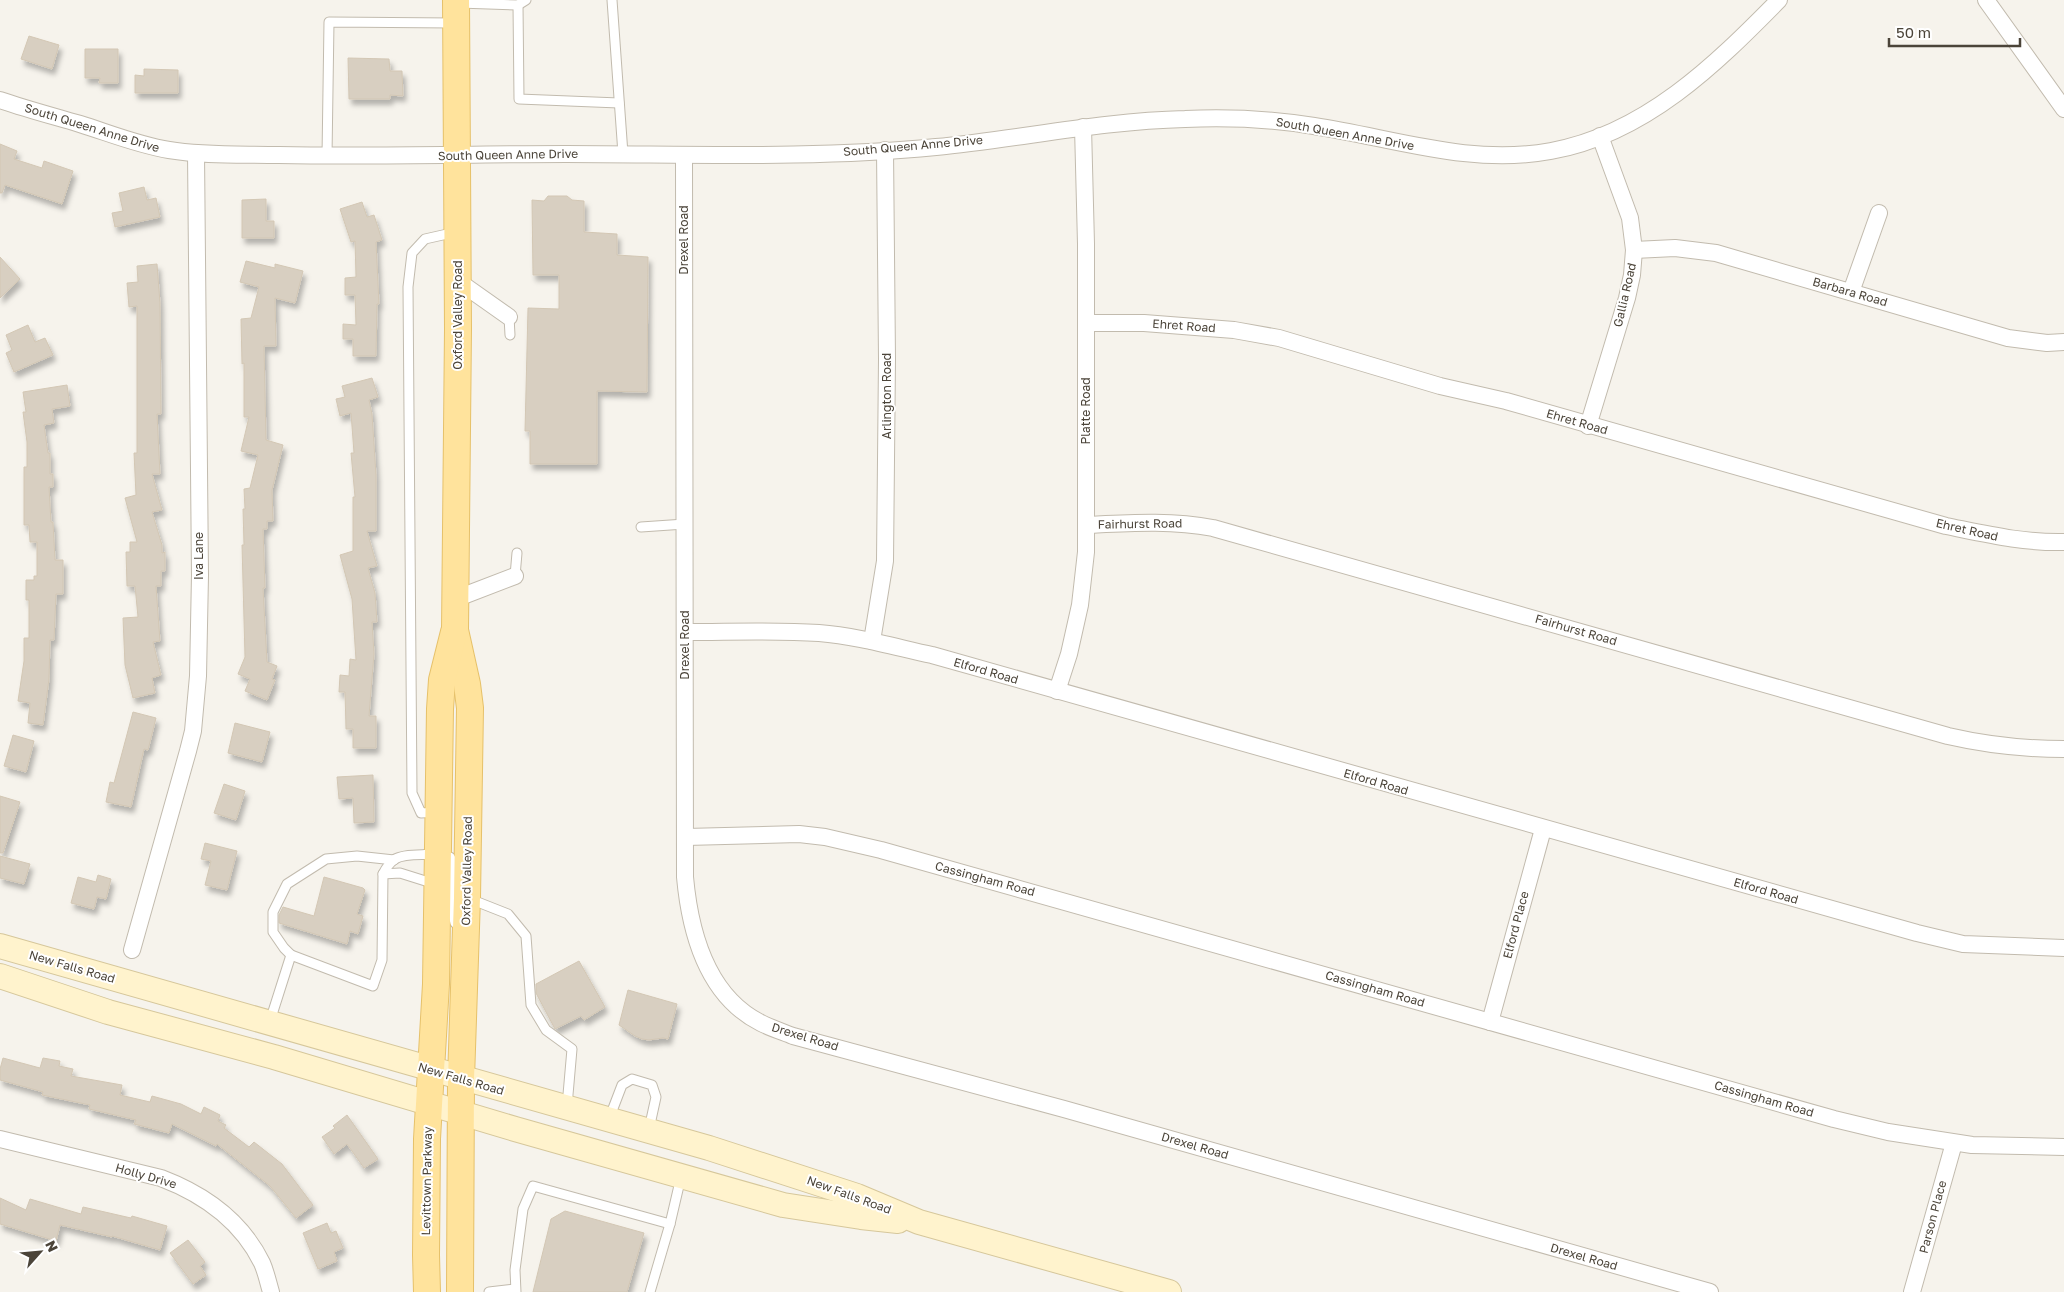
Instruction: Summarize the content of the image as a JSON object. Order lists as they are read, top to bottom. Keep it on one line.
{"streets":{"main road":["Oxford Valley Road","New Falls Road","Levittown Parkway"],"street":["South Queen Anne Drive","Drexel Road","Barbara Road","Gallia Road","Ehret Road","Arlington Road","Platte Road","Fairhurst Road","Iva Lane","Elford Road","Cassingham Road","Elford Place","Holly Drive","Parson Place"]},"crossings":[["South Queen Anne Drive","Drexel Road"],["South Queen Anne Drive","Gallia Road"],["South Queen Anne Drive","Oxford Valley Road"],["South Queen Anne Drive","Arlington Road"],["South Queen Anne Drive","Platte Road"],["South Queen Anne Drive","Iva Lane"],["Drexel Road","Elford Road"],["Drexel Road","Cassingham Road"],["Barbara Road","Gallia Road"],["Gallia Road","Ehret Road"],["Oxford Valley Road","New Falls Road"],["Oxford Valley Road","Levittown Parkway"],["Ehret Road","Platte Road"],["Arlington Road","Elford Road"],["Platte Road","Fairhurst Road"],["Platte Road","Elford Road"],["Elford Road","Elford Place"],["Cassingham Road","Elford Place"],["Cassingham Road","Parson Place"],["New Falls Road","Levittown Parkway"]],"scale_bar":"50 m","north":"top right"}
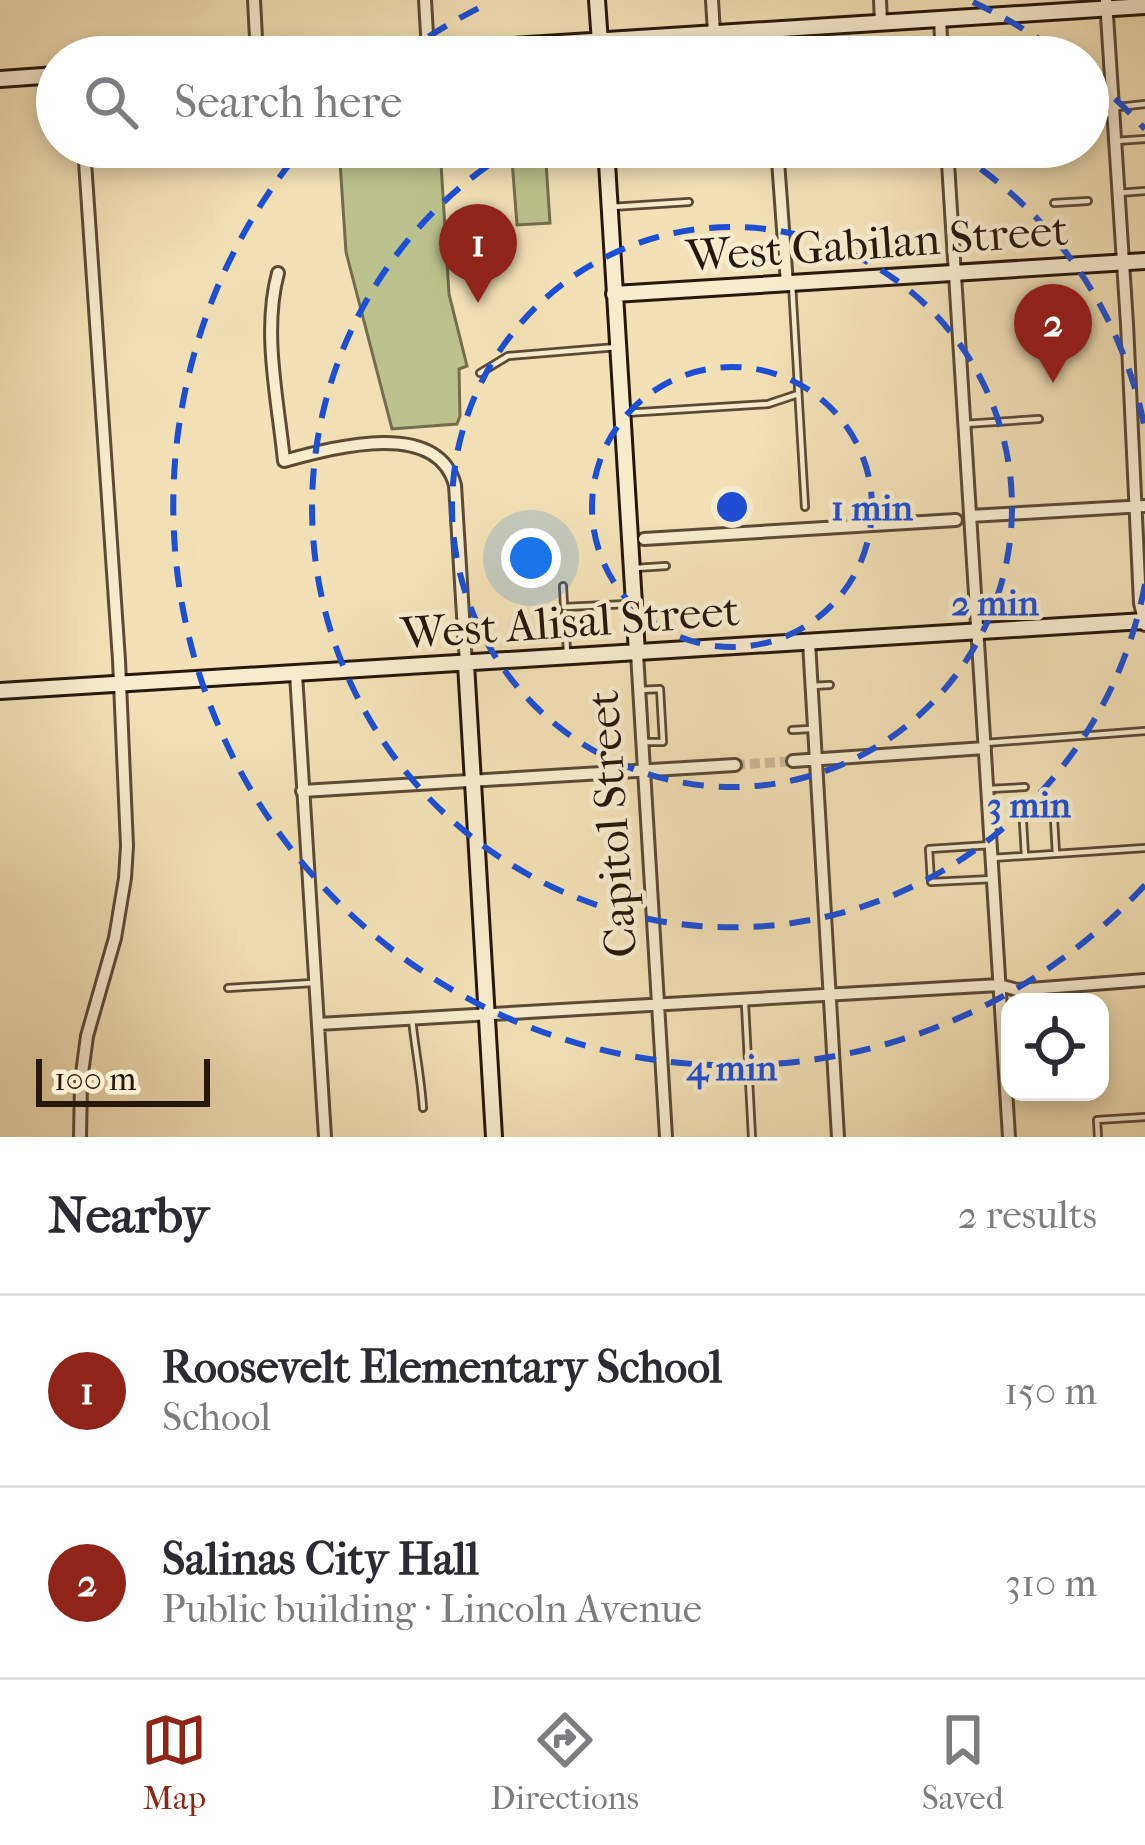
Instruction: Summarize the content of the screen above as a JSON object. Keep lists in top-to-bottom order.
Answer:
{
  "streets": {
    "street": ["West Gabilan Street", "West Alisal Street", "Capitol Street"]
  },
  "crossings": [
    ["West Gabilan Street", "Capitol Street"],
    ["West Alisal Street", "Capitol Street"]
  ],
  "scale_bar": "100 m",
  "page": {
    "search": "Search here",
    "pins": ["1", "2"],
    "scale": "100 m",
    "heading": ["Nearby", "2 results"],
    "list": [
      {
        "mark": "1",
        "name": "Roosevelt Elementary School",
        "note": "School",
        "value": "150 m"
      },
      {
        "mark": "2",
        "name": "Salinas City Hall",
        "note": "Public building · Lincoln Avenue",
        "value": "310 m"
      }
    ],
    "nav": ["Map", "Directions", "Saved"]
  },
  "rings": [
    "1 min",
    "2 min",
    "3 min",
    "4 min"
  ]
}
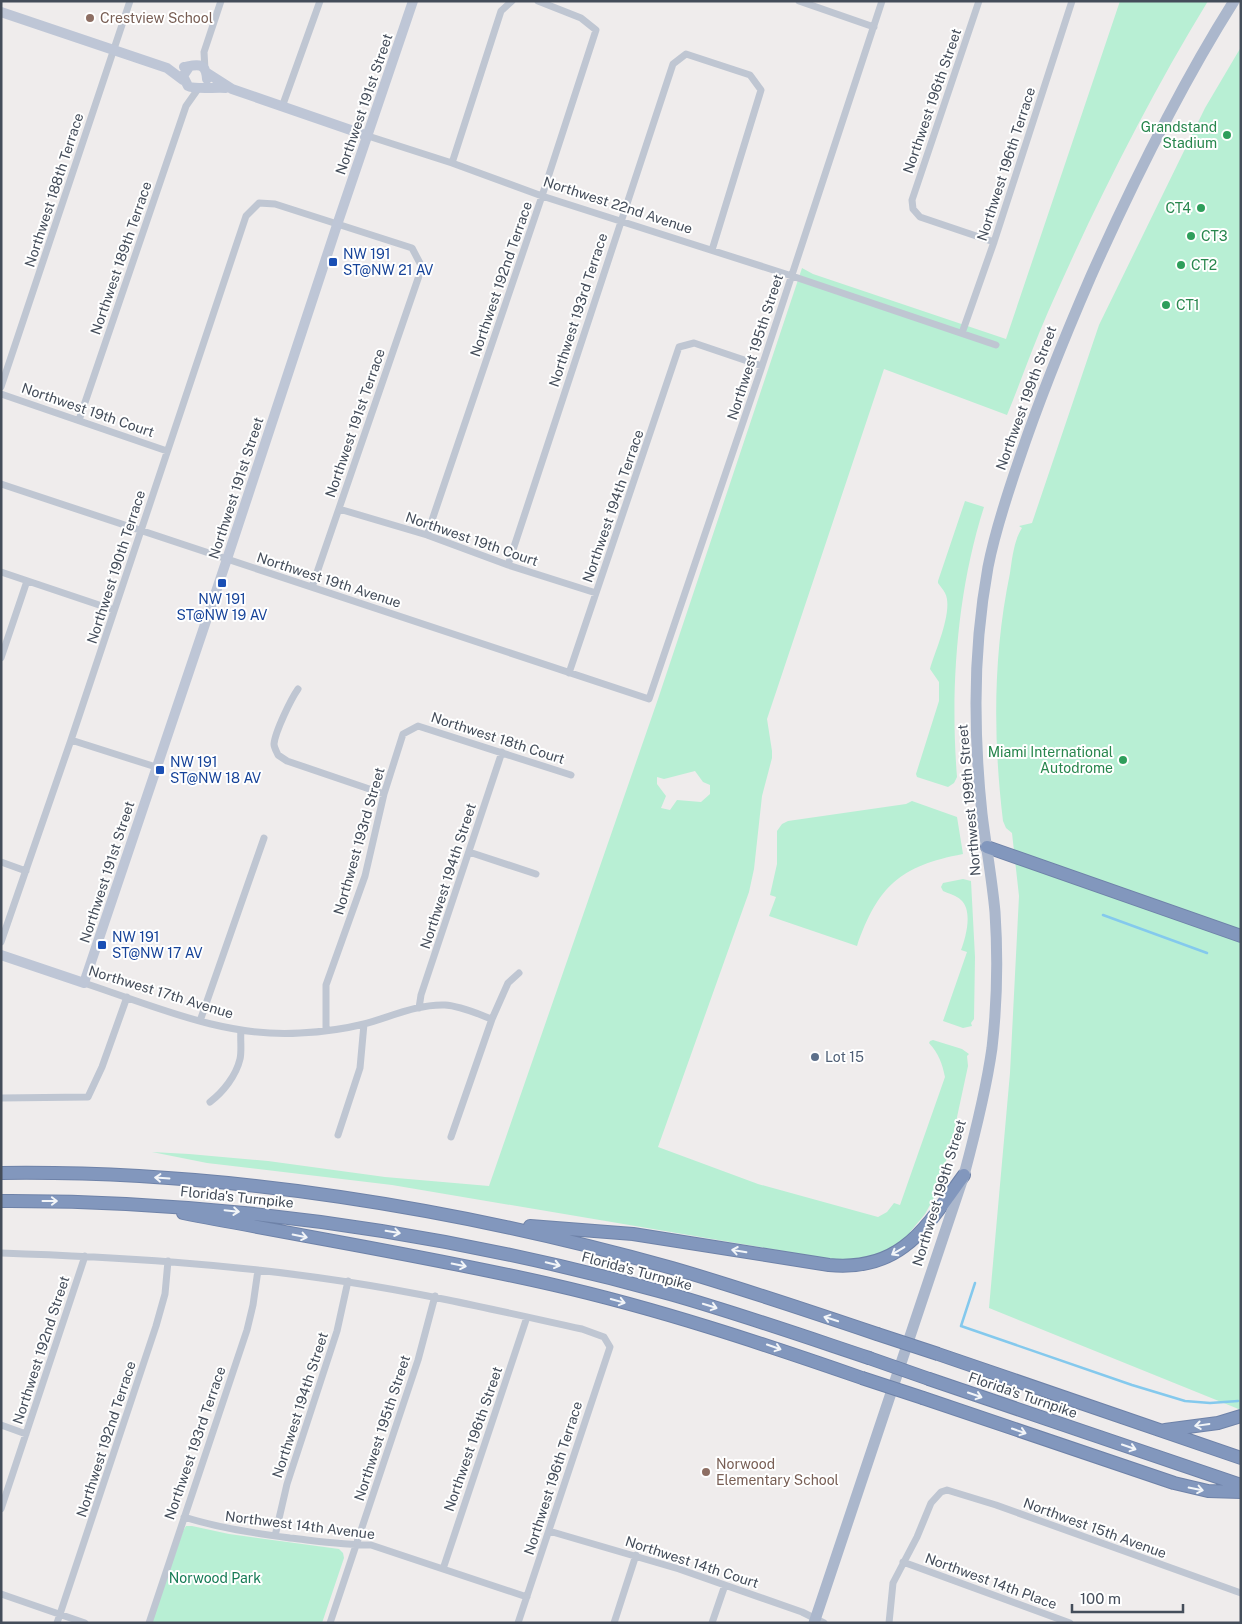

###

_Exercise instructions:_
Starting with the line that contains "Instruction: Summarize the content of the screen" and ending with the last line of the material, every line must be written out exactly; no other lines and no pictures are wanted.

_Response:_
Instruction: Summarize the content of the screen above as a JSON object. Keep lists in top-to-bottom order.
Answer:
{
  "streets": {
    "street": ["West Gabilan Street", "West Alisal Street", "Capitol Street"]
  },
  "crossings": [
    ["West Gabilan Street", "Capitol Street"],
    ["West Alisal Street", "Capitol Street"]
  ],
  "scale_bar": "100 m",
  "page": {
    "search": "Search here",
    "pins": ["1", "2"],
    "scale": "100 m",
    "heading": ["Nearby", "2 results"],
    "list": [
      {
        "mark": "1",
        "name": "Roosevelt Elementary School",
        "note": "School",
        "value": "150 m"
      },
      {
        "mark": "2",
        "name": "Salinas City Hall",
        "note": "Public building · Lincoln Avenue",
        "value": "310 m"
      }
    ],
    "nav": ["Map", "Directions", "Saved"]
  },
  "rings": [
    "1 min",
    "2 min",
    "3 min",
    "4 min"
  ]
}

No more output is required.